== TASK TO COMPLETE ==
Look through the material that follows and show every line with the string "hidden".
• • • • •
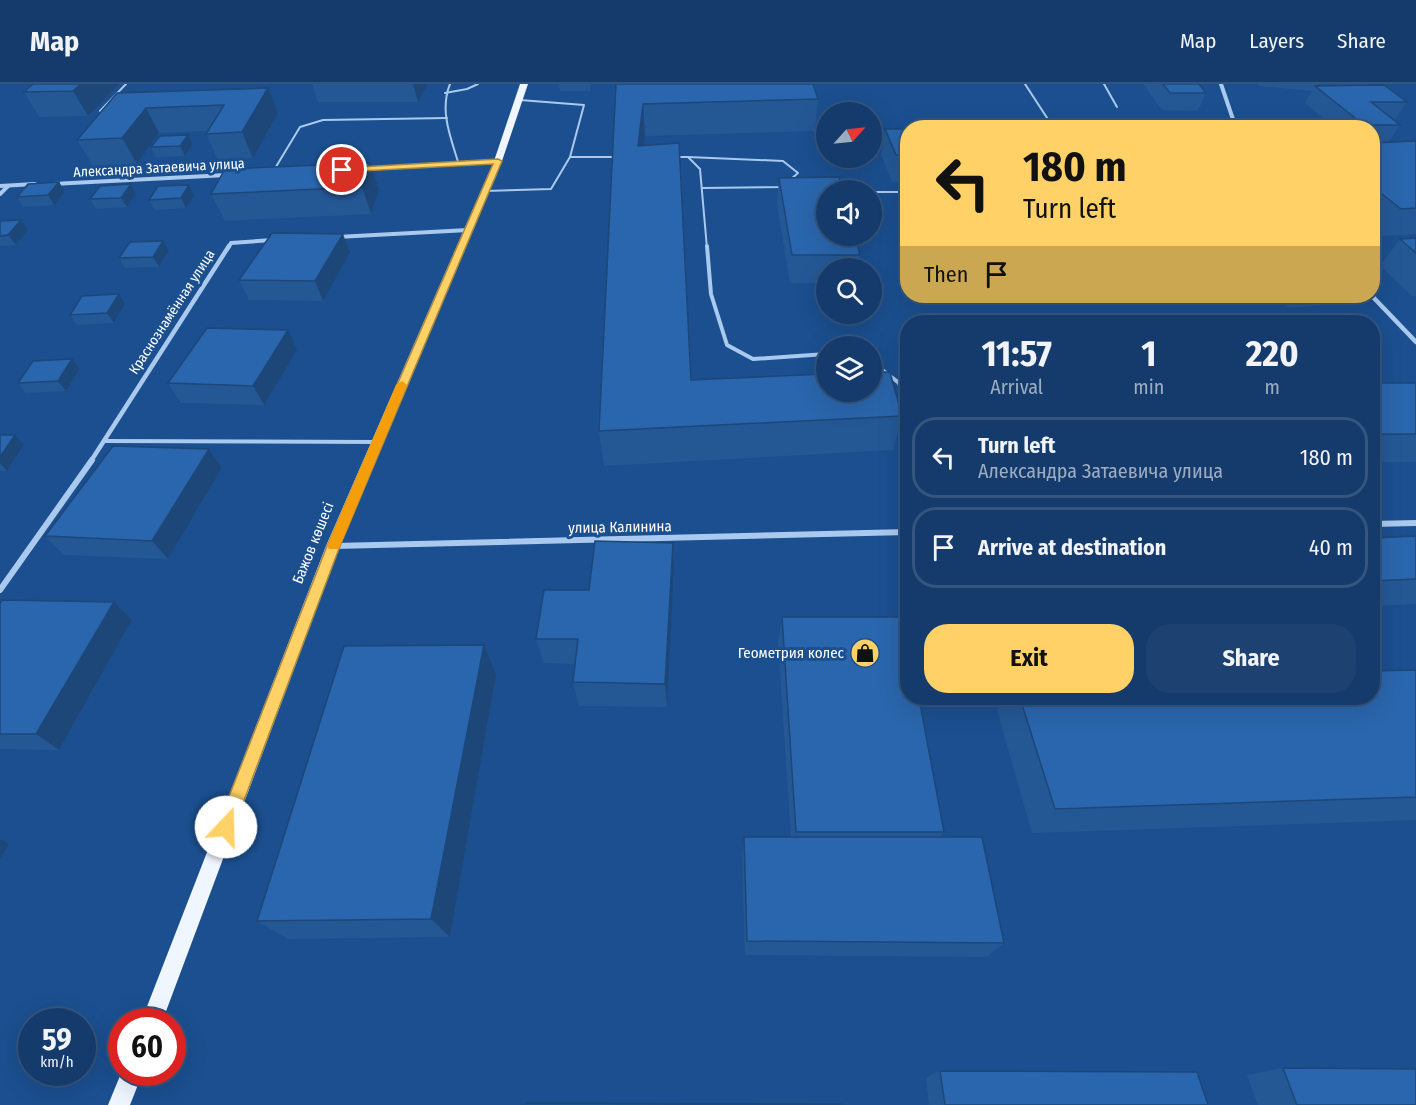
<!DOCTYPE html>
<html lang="en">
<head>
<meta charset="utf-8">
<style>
  :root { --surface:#143b6b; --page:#1d4271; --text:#f1f3f6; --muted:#9dadc1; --line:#33557e; --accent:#ffd166 }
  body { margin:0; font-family:"Fira Sans Condensed",sans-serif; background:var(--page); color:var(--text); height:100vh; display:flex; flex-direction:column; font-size:22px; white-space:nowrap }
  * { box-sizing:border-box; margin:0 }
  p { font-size:20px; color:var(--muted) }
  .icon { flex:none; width:33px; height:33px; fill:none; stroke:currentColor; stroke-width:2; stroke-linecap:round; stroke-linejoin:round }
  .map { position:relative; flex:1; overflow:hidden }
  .panel { position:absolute; left:900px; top:231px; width:480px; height:390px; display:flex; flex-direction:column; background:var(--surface); border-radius:24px; box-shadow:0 6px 24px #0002,0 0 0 2px var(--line) }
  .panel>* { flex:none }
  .banner { position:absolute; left:900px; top:36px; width:480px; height:183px; border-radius:24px; box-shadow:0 6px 24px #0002,0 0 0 2px var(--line); background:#ffd166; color:#111; overflow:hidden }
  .needle { width:39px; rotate:63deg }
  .buttons { position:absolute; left:816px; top:18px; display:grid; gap:12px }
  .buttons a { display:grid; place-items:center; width:66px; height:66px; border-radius:50%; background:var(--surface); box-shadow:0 6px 24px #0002,0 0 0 2px var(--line); font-size:30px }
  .speed { position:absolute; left:18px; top:924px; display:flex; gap:12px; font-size:30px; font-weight:700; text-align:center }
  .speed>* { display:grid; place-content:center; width:78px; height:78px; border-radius:50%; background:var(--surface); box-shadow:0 6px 24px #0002,0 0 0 2px var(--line); line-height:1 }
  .speed small { font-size:15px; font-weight:400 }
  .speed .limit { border:9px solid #d22; background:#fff; color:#111 }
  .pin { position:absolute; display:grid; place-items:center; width:51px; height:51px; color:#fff; margin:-26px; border:3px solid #fff; border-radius:50%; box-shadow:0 2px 6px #0007 }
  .me { position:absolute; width:66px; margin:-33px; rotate:21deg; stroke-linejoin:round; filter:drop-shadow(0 0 4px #0008) }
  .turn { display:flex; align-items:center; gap:21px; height:126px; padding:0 24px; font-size:27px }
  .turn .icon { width:78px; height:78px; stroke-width:2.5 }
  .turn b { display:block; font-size:42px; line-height:51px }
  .then { display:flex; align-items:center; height:57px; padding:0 24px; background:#0003; gap:12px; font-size:22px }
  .eta { display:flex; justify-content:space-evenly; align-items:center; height:102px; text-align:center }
  .eta b { font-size:36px; font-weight:700; line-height:42px }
  .button { display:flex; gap:12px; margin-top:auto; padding:12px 24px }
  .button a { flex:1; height:69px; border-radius:24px; background:var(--accent); color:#111; font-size:24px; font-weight:700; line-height:69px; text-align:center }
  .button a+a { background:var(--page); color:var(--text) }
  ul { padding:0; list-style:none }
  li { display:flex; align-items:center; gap:18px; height:81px; margin:0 12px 9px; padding:0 12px; border:3px solid var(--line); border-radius:24px }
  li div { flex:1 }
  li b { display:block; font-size:22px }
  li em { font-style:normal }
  header { display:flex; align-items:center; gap:36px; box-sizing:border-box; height:84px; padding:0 30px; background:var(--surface); border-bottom:2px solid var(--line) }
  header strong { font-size:28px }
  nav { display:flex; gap:33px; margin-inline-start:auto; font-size:21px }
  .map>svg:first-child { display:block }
</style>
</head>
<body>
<header>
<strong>Map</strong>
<nav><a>Map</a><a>Layers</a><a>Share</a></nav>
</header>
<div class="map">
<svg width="1416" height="1021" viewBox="0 0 1416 1021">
  <rect width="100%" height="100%" fill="#1b4f8f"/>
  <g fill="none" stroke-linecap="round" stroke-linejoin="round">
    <g stroke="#a9c9ee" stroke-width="2">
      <path d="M450 0C439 27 451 54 459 81"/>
      <polyline points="1025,0 1053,43"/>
      <polyline points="1104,0 1117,23"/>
      <polyline points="445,9 467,5 478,0"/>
      <polyline points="520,16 584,21 570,73 616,73"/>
      <polyline points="100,27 126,0"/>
      <polyline points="1037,44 1235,40"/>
      <polyline points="675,73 688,73 700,85 707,164"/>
      <polyline points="688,73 783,77 798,89 782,103 702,104"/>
      <polyline points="274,86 300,43 323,36 447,34"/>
      <polyline points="485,107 551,105 570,73"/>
      <polyline points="876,108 908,108"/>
    </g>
    <g stroke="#a9c9ee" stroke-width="4">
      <polyline points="707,162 711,210 727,261 753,275 826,270"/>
      <polyline points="872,278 899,299 908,329"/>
      <polyline points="105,357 377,358"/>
    </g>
    <g stroke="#a9c9ee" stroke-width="4">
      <polyline points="1221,0 1236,44"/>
      <polyline points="366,85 498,77"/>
      <polyline points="52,100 227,91"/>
      <polyline points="0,102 35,100"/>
      <polyline points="0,110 8,102"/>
      <polyline points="337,153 468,146"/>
      <polyline points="228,164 231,159 273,156"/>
    </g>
    <g stroke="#a9c9ee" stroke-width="4.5">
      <polyline points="1372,212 1416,258"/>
      <polyline points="91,377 229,162"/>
    </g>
    <g stroke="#a9c9ee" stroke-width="6">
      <polyline points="1372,440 1416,439"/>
      <polyline points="334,462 908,448"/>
      <polyline points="0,506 92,376"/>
    </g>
    <g fill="#f0f6ff" fill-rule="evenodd">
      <polygon points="520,0 528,0 502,77 340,462 162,938 141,938 326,462 494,77"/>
      <polygon points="122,987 143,988 130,1021 108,1021"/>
    </g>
  </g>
  <g fill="#245895">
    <polygon points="119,0 88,32 39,33 24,8"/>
    <polygon points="312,0 428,0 418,18 318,18"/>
    <polygon points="559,0 591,0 590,7 560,7"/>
    <polygon points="616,0 818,15 815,47 645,52 644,61 691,296 902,332 893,366 604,382 599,347"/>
    <polygon points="1143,0 1199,0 1206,9 1198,27 1162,26"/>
    <polygon points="1258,0 1318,0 1317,2 1407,18 1395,35 1393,35 1400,41 1389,58 1416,57 1416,150 1381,152 1372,144 1372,44 1334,44 1305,19 1312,7 1259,2"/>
    <polygon points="268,4 278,29 253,74 218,76 206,50 207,47 159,49 137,80 93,82 77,56 117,9"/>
    <polygon points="885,45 908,45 908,97 892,98 881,71"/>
    <polygon points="193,60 185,72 156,73 151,63"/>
    <polygon points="370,79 379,105 371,130 225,137 211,110"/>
    <polygon points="779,94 860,171 857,184 826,184 826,199 790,199 777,120"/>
    <polygon points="59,98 65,108 54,121 23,123 17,113"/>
    <polygon points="131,100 136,110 127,123 96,125 90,115"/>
    <polygon points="189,101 194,111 186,124 155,126 149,116"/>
    <polygon points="21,136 28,146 16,161 0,162 0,137"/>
    <polygon points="1416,154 1416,212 1412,212 1380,182 1400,155"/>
    <polygon points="169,167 159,183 125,184 119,174"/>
    <polygon points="350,169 323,217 249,216 239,196"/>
    <polygon points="119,210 125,220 114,239 77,241 70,231"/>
    <polygon points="1277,212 1354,212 1349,219 1288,224"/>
    <polygon points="297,266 264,321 181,319 168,299"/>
    <polygon points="80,285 66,307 26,309 18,299"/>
    <rect x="1372" y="299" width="44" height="79"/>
    <polygon points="0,351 24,361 7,387 0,387"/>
    <polygon points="209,365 222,384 168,475 64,471 45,452"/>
    <polygon points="1416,452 1416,520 1372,522 1372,454"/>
    <polygon points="673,459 674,485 667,623 579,622 573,598 575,580 544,579 536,555 589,506"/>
    <polygon points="0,519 132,536 59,666 0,665"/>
    <polygon points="782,533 944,748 940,753 1004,859 987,873 745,871 742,772 744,753 791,753 778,558"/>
    <polygon points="1416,586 1416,736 1032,749 997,626 1005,614 1372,614"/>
    <polygon points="496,591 450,853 288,855 257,837"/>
    <polygon points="1283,984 1416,1021 1258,1021 1247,991"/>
    <polygon points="940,987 1208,1021 929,1021 926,994"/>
  </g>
  <g fill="#1d4779">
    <polygon points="81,0 119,0 88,32 73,7"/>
    <polygon points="413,0 428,0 418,18"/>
    <polygon points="268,4 278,29 253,74 242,48"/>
    <polygon points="643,20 645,52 640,94 638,62"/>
    <polygon points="146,24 159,49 137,80 122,54"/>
    <polygon points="188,51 193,60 185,72 180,62"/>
    <polygon points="370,79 379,105 371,130 362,103"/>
    <polygon points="59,98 65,108 54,121 48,111"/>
    <polygon points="131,100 136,110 127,123 121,114"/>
    <polygon points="189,101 194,111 186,124 181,114"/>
    <polygon points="21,136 28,146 16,161 8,151"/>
    <polygon points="343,150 350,169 323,217 315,197"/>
    <polygon points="163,157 169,167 159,183 153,173"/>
    <polygon points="119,210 125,220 114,239 107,229"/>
    <polygon points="288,246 297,266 264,321 253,302"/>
    <polygon points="72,275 80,285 66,307 58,297"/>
    <polygon points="15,351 24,361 7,387 0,379 0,373"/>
    <polygon points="209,365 222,384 168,475 152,457"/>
    <polygon points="673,459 674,485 667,623 665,600"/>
    <polygon points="114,518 132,536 59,666 36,650"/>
    <polygon points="484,561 496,591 450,853 431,835"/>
    <polygon points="0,755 9,760 0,775"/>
  </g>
  <g fill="#2a66ad" stroke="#1d4779" stroke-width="1.5">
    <polygon points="33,0 81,0 73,7 24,8"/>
    <polygon points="616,0 813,0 818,15 643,20 638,62 679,59 691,296 826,290 826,308 872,308 872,288 890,288 902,332 599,347"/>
    <polygon points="1163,0 1199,0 1206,9 1170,9"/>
    <polygon points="1384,1 1407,18 1371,18 1400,41 1364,41 1315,2"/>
    <polygon points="268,4 242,48 206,50 224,21 146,24 122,54 77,56 117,9"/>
    <polygon points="1006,42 1006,44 958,44"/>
    <polygon points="885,45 908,45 908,71 896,71"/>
    <polygon points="188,51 180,62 151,63 160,52"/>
    <polygon points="1416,57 1416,124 1401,125 1372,102 1372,59"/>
    <polygon points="370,79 362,103 211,110 225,85"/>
    <polygon points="839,93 843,106 826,106 826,152 855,152 860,171 792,171 779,94"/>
    <polygon points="59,98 48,111 17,113 28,100"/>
    <polygon points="131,100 121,114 90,115 100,102"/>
    <polygon points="189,101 181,114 149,116 158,102"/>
    <polygon points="21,136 8,151 0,152 0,137"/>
    <polygon points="272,149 343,150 315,197 239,196"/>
    <polygon points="1416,154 1416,169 1400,155"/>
    <polygon points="163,157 153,173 119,174 130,158"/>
    <polygon points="119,210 107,229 70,231 82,212"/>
    <polygon points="207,244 288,246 253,302 168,299"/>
    <polygon points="72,275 58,297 18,299 33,277"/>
    <rect x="1372" y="299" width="44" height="51"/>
    <polygon points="0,351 15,351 0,373"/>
    <polygon points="113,362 209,365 152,457 45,452"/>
    <polygon points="1416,452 1416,495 1372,497 1372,454"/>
    <polygon points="595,457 673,459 665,600 573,598 578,555 536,555 544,506 589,506"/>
    <polygon points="2,516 114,518 36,650 0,650 0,519"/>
    <polygon points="782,533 904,533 908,552 908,614 919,614 944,748 796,748"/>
    <polygon points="484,561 431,835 257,837 344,562"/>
    <polygon points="1416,586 1416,713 1055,725 1020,614 1372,614 1372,587"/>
    <polygon points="744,753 982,753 1004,859 747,857"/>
    <polygon points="1283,984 1416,985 1416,1021 1297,1021"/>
    <polygon points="940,987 1197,988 1208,1021 945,1021"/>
    <polygon points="526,1019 841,1020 841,1021 525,1021"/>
  </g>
  <polygon fill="#ffd166" stroke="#a68842" stroke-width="1.5" points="498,75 502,77 340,462 234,743 232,749 226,751 220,749 217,743 327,462 493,80 342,88 338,86 342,84"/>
  <polygon fill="#f59e0b" points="402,297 407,301 340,462 338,465 329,465 327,462 396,301"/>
  <defs>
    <g id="shop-disc" transform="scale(1.5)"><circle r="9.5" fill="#ffd166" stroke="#1b4f8f"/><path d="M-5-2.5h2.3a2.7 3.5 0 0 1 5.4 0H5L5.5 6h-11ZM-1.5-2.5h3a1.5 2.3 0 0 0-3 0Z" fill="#111"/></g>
  </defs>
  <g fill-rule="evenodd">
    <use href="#shop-disc" x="865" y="569"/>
  </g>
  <g text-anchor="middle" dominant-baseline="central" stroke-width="6" stroke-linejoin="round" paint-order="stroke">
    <g font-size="14" fill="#fff" stroke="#1b4f8f">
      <text transform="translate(159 84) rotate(-3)">Александра Затаевича улица</text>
      <text transform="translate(172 228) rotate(-57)">Краснознамённая улица</text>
    </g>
    <g font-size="15" fill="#fff" stroke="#1b4f8f">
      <text transform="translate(620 443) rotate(-1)">улица Калинина</text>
      <text transform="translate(313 459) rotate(-68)">Бажов көшесі</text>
    </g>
    <g font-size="15" fill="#fff" stroke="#1b4f8f" text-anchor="end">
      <text x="844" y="569">Геометрия колес</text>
    </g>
  </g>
</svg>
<div class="buttons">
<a><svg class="needle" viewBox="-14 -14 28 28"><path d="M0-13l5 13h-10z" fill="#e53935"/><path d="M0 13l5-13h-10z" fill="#9dadc1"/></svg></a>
<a><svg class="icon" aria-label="sound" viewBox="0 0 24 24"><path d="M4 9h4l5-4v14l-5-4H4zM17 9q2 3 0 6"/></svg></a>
<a><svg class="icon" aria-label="search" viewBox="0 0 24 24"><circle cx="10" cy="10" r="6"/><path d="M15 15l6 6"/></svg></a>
<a><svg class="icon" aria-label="layers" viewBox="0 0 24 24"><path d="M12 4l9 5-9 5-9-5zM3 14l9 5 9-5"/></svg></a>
</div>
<div class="speed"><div>59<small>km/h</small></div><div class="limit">60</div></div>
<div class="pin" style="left:342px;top:86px;background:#d93025"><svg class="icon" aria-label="arrive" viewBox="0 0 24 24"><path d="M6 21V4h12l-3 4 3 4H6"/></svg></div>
<svg class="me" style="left:226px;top:743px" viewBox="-20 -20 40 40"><circle r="19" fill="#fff"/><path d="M0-13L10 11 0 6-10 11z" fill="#ffd166"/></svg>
<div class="banner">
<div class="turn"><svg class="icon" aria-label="left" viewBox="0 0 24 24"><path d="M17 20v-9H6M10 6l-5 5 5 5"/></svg><div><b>180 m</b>Turn left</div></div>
<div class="then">Then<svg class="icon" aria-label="arrive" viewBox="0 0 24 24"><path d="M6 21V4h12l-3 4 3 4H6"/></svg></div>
</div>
<section class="panel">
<div class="eta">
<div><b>11:57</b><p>Arrival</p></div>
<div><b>1</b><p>min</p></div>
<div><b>220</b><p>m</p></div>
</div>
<ul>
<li><svg class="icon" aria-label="left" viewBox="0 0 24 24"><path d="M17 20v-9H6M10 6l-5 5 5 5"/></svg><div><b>Turn left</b><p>Александра Затаевича улица</p></div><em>180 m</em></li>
<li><svg class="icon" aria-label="arrive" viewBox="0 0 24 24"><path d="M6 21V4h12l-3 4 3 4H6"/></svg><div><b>Arrive at destination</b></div><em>40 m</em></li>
</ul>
<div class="button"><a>Exit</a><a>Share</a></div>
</section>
</div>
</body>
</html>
• • • • •
== OUTPUT ==
  .map { position:relative; flex:1; overflow:hidden }
  .banner { position:absolute; left:900px; top:36px; width:480px; height:183px; border-radius:24px; box-shadow:0 6px 24px #0002,0 0 0 2px var(--line); background:#ffd166; color:#111; overflow:hidden }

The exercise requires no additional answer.